Parfaitement polyvalent, avec Logic il est possible de passer instantanément d’un séquenceur à un éditeur haut de gamme, sans perte de temps. Comme Cubase, son principal concurrent direct, il sera disponible sur les trois plates-formes utilisées par les musiciens. Atari, Mac et Pc, mais, par la suite, les versions « pointues » ne seront plus offertes que sur les deux derniers.

CUBASE SCORE

Est-il encore nécessaire de présenter Cubase ? Avec MasterScore, Charlie Steinberg fut à l’origine de l’un des premiers logiciels d’édition de partitions populaire, sur Atari. La version Score de Cubase offre les fonctionnalités d’un séquenceur unanimement reconnu et apprécié, associé à des outils de « mise en partition » tout à fait performants, même si l’on n’y retrouve pas la sophistication d’un Finale ou d’un Overture.

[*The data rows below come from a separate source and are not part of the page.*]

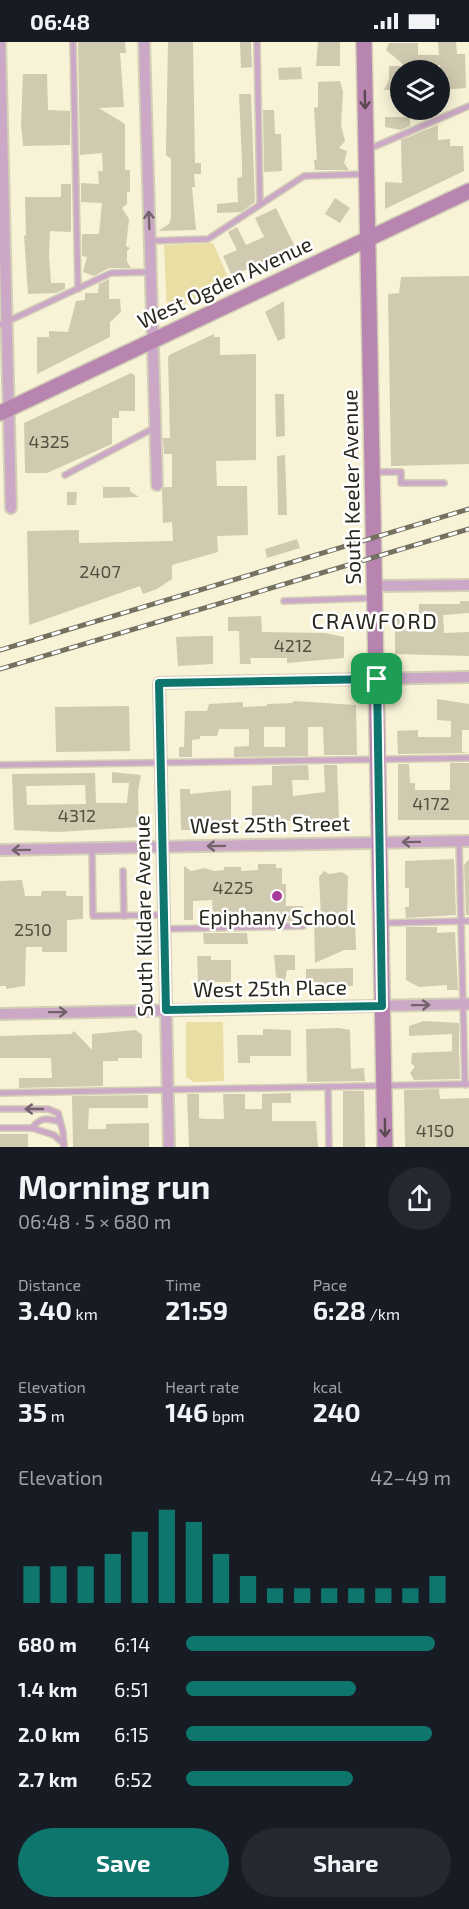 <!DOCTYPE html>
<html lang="en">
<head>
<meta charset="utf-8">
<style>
	:root { --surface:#171b24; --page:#242831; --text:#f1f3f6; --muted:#9ea1a6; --accent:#0f766e }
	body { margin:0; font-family:"Exo 2",sans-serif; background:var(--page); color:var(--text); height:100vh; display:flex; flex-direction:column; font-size:22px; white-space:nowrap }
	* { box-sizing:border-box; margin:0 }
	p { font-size:20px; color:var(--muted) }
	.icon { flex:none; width:33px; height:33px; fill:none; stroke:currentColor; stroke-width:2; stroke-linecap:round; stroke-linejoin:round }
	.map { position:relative; height:1105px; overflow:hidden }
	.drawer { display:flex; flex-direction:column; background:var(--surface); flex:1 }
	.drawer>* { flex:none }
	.controls { position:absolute; left:390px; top:18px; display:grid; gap:12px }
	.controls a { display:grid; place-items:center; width:60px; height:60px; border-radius:50%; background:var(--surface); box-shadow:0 3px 15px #0003; font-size:30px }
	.pin { position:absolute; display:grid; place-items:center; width:51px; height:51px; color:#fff; margin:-26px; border-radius:12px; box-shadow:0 3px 9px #0006 }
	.round { display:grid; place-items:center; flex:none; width:63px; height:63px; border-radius:32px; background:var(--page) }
	.headline { display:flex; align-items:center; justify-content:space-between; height:102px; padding:0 18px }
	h1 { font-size:33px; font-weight:700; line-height:45px }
	.figures { display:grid; grid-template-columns:repeat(3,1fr); gap:9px; height:102px; padding:6px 18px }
	.figures div { display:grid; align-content:center }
	.figures b { font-size:26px; font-weight:700 }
	.figures small { font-size:16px; font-weight:400 }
	.figures p { font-size:16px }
	.chart { height:168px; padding:12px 18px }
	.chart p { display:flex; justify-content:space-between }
	.chart svg { width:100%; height:108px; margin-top:6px; stroke:var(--accent); stroke-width:6 }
	.action { display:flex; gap:12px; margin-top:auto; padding:12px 18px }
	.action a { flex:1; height:69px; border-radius:36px; background:var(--accent); color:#fff; font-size:24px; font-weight:700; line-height:69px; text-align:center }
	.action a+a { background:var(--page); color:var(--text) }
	ul { padding:0 18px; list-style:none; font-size:20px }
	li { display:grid; grid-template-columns:96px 72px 1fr; align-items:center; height:45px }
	li i { height:15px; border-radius:8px; background:var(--accent) }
	.status { display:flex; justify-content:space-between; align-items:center; height:42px; padding:0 30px; background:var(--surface); direction:ltr }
	.status svg { height:16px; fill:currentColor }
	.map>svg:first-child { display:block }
	.green { fill:#e9dea3 }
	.building { fill:#d0cbb0; fill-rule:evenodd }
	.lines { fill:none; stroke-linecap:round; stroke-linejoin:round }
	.lane-casing { stroke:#d3ceb6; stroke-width:8 }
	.street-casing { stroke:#d3ceb6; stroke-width:14 }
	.secondary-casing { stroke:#d3ceb6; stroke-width:18 }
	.lane { stroke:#cba9c6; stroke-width:5 }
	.street { stroke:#cba9c6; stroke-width:10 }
	.secondary { stroke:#b785b0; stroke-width:15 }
	.rail-casing { stroke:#747161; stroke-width:5 }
	.rail { stroke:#fff; stroke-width:3; stroke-dasharray:9; stroke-linecap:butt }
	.oneway { stroke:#5b4850 }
	.oneway2 { stroke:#726269 }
	.route-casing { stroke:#fff; stroke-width:12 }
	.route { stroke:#0f766e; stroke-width:8 }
	.poi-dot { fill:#a63b9c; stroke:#fff; stroke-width:2 }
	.labels { text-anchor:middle; stroke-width:5; stroke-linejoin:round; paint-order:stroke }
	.number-label { font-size:18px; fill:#535042 }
	.street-label { font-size:21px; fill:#29271d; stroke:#fff }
	.poi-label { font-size:21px; fill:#29271d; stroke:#fff }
	.neighbourhood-label { font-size:22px; letter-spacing:1.5px; fill:#29271d; stroke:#fff }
</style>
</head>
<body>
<div class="status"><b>06:48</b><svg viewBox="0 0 49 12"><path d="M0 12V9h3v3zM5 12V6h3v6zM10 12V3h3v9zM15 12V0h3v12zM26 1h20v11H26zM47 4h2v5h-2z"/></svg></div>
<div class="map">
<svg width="469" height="1105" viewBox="0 0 469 1105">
	<rect width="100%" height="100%" fill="#f8f3d7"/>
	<g class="green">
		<polygon points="213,201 230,240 167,271 164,203"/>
		<polygon points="186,980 223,980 224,1039 194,1040 186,1035"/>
	</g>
	<g class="building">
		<polygon points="78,0 125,0 126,11 120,11 124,65 99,66 125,82 125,128 130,128 130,150 127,150 127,162 122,166 129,177 126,204 130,206 127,209 127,220 131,226 109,226 94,234 83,230 87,215 82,214 82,192 99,192 102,161 81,160 81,141 99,142 98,129 103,129 102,111 80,113"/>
		<polygon points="168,0 193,0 195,121 201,121 201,132 194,132 195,145 192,145 196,188 158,189 169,182 171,176 171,117 166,113 166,107"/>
		<polygon points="240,0 251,0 252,25 241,26"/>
		<polygon points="318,0 340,0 340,24 316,24"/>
		<polygon points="438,0 456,0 457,12 465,12 466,46 440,48 440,23 423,23 423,28 410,28 386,8 389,1 418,1 418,13 439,13"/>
		<polygon points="389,24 400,24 400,48 384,48 389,38"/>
		<polygon points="301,25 302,37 279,38 278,26"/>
		<polygon points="23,32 47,32 48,68 70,69 70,103 23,104 21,81"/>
		<polygon points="340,39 343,50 341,83 345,99 339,106 347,109 344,121 349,128 315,128 314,118 317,118 314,66 318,65 318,40"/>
		<polygon points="239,52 251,52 255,160 241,170 217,171 217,162 238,160 237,136 242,135 242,120"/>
		<polygon points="263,68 274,68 275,92 281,92 282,129 264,130"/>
		<polygon points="385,75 410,75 410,84 401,88 385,85"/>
		<polygon points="438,83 438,98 450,97 450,104 463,104 464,129 385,167 385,140 402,141 401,98"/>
		<polygon points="61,142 71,142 71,190 50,189 49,214 51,241 65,241 65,247 56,251 28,252 24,193 26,194 25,155 61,155"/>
		<polygon points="335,156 350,166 340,181 325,172"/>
		<polygon points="276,166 297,209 275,219 274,215 232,234 223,214 237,208 228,190 237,185 246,203 264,195 255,176"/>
		<polygon points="469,234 469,422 391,424 388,252 399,251 401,235"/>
		<polygon points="109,237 109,257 120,257 121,270 110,280 110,295 37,332 37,295 49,295 49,289 68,290 76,259 85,258 85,251 98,251 99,242"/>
		<polygon points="284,259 285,296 278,299 265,270"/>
		<polygon points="214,292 214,295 220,295 220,313 256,312 256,418 216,419 217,444 247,444 248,493 217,494 218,510 172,523 172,537 157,547 143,552 140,544 29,583 27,489 79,488 79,501 173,499 172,480 163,481 162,448 164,445 172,445 172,412 164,412 163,396 170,396 168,316 169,313"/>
		<polygon points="131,331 135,334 135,369 119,369 119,376 112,376 112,402 47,431 25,431 24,381"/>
		<polygon points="275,352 284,352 285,394 276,395"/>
		<polygon points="285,413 287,473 278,473 277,414"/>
		<polygon points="103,445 130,445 130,449 139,455 103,456"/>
		<polygon points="67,450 77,450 76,463 67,463"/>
		<polygon points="297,497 300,506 267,516 265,507"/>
		<polygon points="460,559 469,559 469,571 443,573 444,591 469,590 469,614 395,612 395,571 406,571 406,589 433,590 433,573 419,572 419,562 460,562"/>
		<polygon points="261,574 262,590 325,591 344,595 344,616 287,621 287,616 250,616 251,622 240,622 239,589 228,589 228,575"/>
		<polygon points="202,594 213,594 213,622 178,624 176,595"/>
		<polygon points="437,657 469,662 469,688 462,688 462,710 469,711 398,712 397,689 418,688 418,695 451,695 451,679 437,678"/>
		<path d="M293,659L356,663L357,713H324L323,685H308V714L234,715V705L249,704V687H219L217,694H200V697L192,698V715H179V705H184L185,669H207L209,662L243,660V665L267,664V662L293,661ZM264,685H285V705H264Z"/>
		<polygon points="129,664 130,709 56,710 55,665"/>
		<polygon points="450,721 469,721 469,778 398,778 398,722 409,722 410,741 415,741 415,748 450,748"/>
		<polygon points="308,723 309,738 292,738 293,754 325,750 324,723 337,723 339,777 310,783 296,782 296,779 288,779 284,776 275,782 275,777 271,775 252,775 252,744 272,743 272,724"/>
		<path d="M112,730L141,733L138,749L139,785L58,790L14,788L12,732L95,731L96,761H127L129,741H112ZM85,743L86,762L27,763L26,744Z"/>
		<polygon points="180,747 190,747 190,752 231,748 231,778 229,782 193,783 193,788 181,788"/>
		<polygon points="454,817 456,873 406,876 405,865 409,865 409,846 405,846 405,819"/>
		<polygon points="469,817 469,873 466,873 464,823"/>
		<polygon points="258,822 276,822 276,826 282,826 282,842 286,842 286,864 303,864 303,879 250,880 250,871 213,872 212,858 193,859 193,878 184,878 184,824 191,829 205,826 214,829 224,828 224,825 241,825 241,829 258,828"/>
		<polygon points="324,829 329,832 342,830 348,834 347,874 355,874 356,908 344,908 315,921 314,875 321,875 319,835"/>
		<polygon points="22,838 25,854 41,854 42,849 66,849 66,854 83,854 83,877 67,878 67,910 42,910 42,905 26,905 25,944 6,947 6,944 0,944 0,839"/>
		<polygon points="406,885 437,885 437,891 455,890 458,948 447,948 447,943 419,945 406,938"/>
		<polygon points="203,891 247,891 248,902 204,902"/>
		<polygon points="274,913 295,913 295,928 287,928 285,939 276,935"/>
		<polygon points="197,914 211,914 211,918 231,918 231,940 198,940"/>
		<polygon points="353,926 353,944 317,944 317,940 306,940 306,927"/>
		<polygon points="424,979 459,981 459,1009 452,1009 452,992 409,994 409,984"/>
		<polygon points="338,986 350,988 351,1027 364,1026 365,1039 307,1040 306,987"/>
		<polygon points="263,987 291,988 291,1014 250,1014 250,1021 238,1021 237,993 263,993"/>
		<polygon points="136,988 142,993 142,1016 118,1016 118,1019 103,1019 103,1044 19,1046 19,1036 52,1036 51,1016 0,1016 0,994 71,992 74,989 92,1008 92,992"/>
		<polygon points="459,1009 460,1037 414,1038 410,1031 415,1025 411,1021 412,1011"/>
		<polygon points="439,1047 440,1057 469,1056 469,1105 405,1105 404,1048"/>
		<polygon points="343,1049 364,1049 365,1105 343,1105"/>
		<polygon points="291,1051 291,1061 272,1061 272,1079 316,1079 318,1105 189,1105 187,1052 199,1052 199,1076 205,1077 224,1077 223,1052 245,1052 245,1067 262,1067 262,1052"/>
		<polygon points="148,1053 148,1066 89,1066 88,1087 106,1087 106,1082 149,1081 149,1105 73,1105 72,1054"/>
		<rect x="0" y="1092" width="28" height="13"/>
	</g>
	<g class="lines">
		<defs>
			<g id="lane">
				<polyline points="73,0 78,247"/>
				<polyline points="257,0 260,162"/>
				<polyline points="369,107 469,64"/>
				<polyline points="149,199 208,197 304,134 366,132"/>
				<polyline points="0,283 111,231 150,230"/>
				<polyline points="374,430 401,430 401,441 444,441"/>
				<polyline points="65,433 154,386"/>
				<polyline points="284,559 374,556"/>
				<polyline points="0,723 469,716"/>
				<polyline points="459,799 465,1043"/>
				<polyline points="92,806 93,874 164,873"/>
				<polyline points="123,829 124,874"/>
				<polyline points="383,881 469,879"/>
				<polyline points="164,887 303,884"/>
				<polyline points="328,1045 329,1105"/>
				<polyline points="0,1051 469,1042"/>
				<polyline points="0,1067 48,1067 58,1071 63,1090 64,1105"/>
				<path d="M0,1086H32C40,1075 48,1076 60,1080"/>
				<polyline points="32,1086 54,1093 64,1102"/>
			</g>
			<g id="street">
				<polyline points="0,0 11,466"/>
				<polyline points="144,0 157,443"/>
				<polyline points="375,544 469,543"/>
				<polyline points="0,808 469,799"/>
				<polyline points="0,972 469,962"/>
				<polyline points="169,1105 159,641 469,635"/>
			</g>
			<g id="secondary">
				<polyline points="364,0 385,1105"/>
				<polyline points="0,371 469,149"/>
			</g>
		</defs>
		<use href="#lane" class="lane-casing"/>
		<use href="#street" class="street-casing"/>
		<use href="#secondary" class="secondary-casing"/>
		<use href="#lane" class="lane"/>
		<use href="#street" class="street"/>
		<use href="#secondary" class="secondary"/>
		<defs>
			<g id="rail">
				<polyline points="0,608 469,467"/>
				<polyline points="0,627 469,487"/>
			</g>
		</defs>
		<use href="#rail" class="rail-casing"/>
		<use href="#rail" class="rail"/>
	</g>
	<defs><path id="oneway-shaft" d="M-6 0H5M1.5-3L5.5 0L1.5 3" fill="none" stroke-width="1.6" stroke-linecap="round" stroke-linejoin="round" transform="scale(1.5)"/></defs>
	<g class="oneway">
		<use href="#oneway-shaft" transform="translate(365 58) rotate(89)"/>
		<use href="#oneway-shaft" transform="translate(385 1086) rotate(89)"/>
	</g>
	<g class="oneway2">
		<use href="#oneway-shaft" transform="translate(149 178) rotate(-92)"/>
		<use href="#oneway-shaft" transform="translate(411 800) rotate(179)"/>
		<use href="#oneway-shaft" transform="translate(216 804) rotate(179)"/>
		<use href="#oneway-shaft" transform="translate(21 808) rotate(179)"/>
		<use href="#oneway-shaft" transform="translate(421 963) rotate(-1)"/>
		<use href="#oneway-shaft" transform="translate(58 970) rotate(-1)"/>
		<use href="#oneway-shaft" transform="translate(34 1067) rotate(-180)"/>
	</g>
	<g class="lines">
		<defs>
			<polygon id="route" points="377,637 382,964 166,968 159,641"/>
		</defs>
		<use href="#route" class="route-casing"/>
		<use href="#route" class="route"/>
	</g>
	<circle class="poi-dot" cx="277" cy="854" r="6"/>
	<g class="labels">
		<g class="number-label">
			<text x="49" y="406">4325</text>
			<text x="100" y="536">2407</text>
			<text x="293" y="610">4212</text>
			<text x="431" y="768">4172</text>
			<text x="77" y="780">4312</text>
			<text x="233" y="852">4225</text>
			<text x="33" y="894">2510</text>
			<text x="435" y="1095">4150</text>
		</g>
		<g class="street-label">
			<text transform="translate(225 241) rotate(-25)" y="7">West Ogden Avenue</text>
			<text transform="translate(352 445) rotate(-91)" y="7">South Keeler Avenue</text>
			<text transform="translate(270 783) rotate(-1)" y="7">West 25th Street</text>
			<text transform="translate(144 874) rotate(-91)" y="7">South Kildare Avenue</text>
			<text transform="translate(270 947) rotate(-1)" y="7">West 25th Place</text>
		</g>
		<g class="poi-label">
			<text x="277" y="883">Epiphany School</text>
		</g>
		<g class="neighbourhood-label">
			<text x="375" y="587">CRAWFORD</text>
		</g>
	</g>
</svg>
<div class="controls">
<a><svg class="icon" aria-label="layers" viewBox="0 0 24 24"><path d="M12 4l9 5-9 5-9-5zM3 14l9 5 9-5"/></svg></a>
</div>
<div class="pin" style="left:377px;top:637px;background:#1e9e55"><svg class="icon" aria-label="arrive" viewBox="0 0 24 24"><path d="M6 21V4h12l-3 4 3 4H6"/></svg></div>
</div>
<section class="drawer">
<div class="headline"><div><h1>Morning run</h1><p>06:48 · 5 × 680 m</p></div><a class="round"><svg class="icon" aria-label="share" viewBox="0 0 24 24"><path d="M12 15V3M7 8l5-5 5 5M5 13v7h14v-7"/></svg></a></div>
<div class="figures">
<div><p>Distance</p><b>3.40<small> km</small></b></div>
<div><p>Time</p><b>21:59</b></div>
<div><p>Pace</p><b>6:28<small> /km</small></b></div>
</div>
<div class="figures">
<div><p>Elevation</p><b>35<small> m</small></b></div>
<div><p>Heart rate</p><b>146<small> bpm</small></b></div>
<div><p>kcal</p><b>240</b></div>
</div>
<div class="chart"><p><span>Elevation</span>42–49 m</p>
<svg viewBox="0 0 160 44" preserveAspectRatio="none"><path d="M5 44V29M15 44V29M25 44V29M35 44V24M45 44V15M55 44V6M65 44V11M75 44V24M85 44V33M95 44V38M105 44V38M115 44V38M125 44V38M135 44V38M145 44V38M155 44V33"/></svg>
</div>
<ul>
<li><b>680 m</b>6:14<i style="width:94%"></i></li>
<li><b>1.4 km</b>6:51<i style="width:64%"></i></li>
<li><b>2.0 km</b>6:15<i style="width:93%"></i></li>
<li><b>2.7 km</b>6:52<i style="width:63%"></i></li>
</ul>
<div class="action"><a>Save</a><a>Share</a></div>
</section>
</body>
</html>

Son interface conviviale et ses tablatures automatisées ont contribué à son succès.

PIZZICATO

C’est de Belgique que provient Pizzicato. L’aide en ligne et son utilisation totale en français est un point notable de ce petit programme. Si les possibilités de retouches de mise en page sont un peu restreintes, il a toujours été apprécié en raison de ses fonctions didactiques.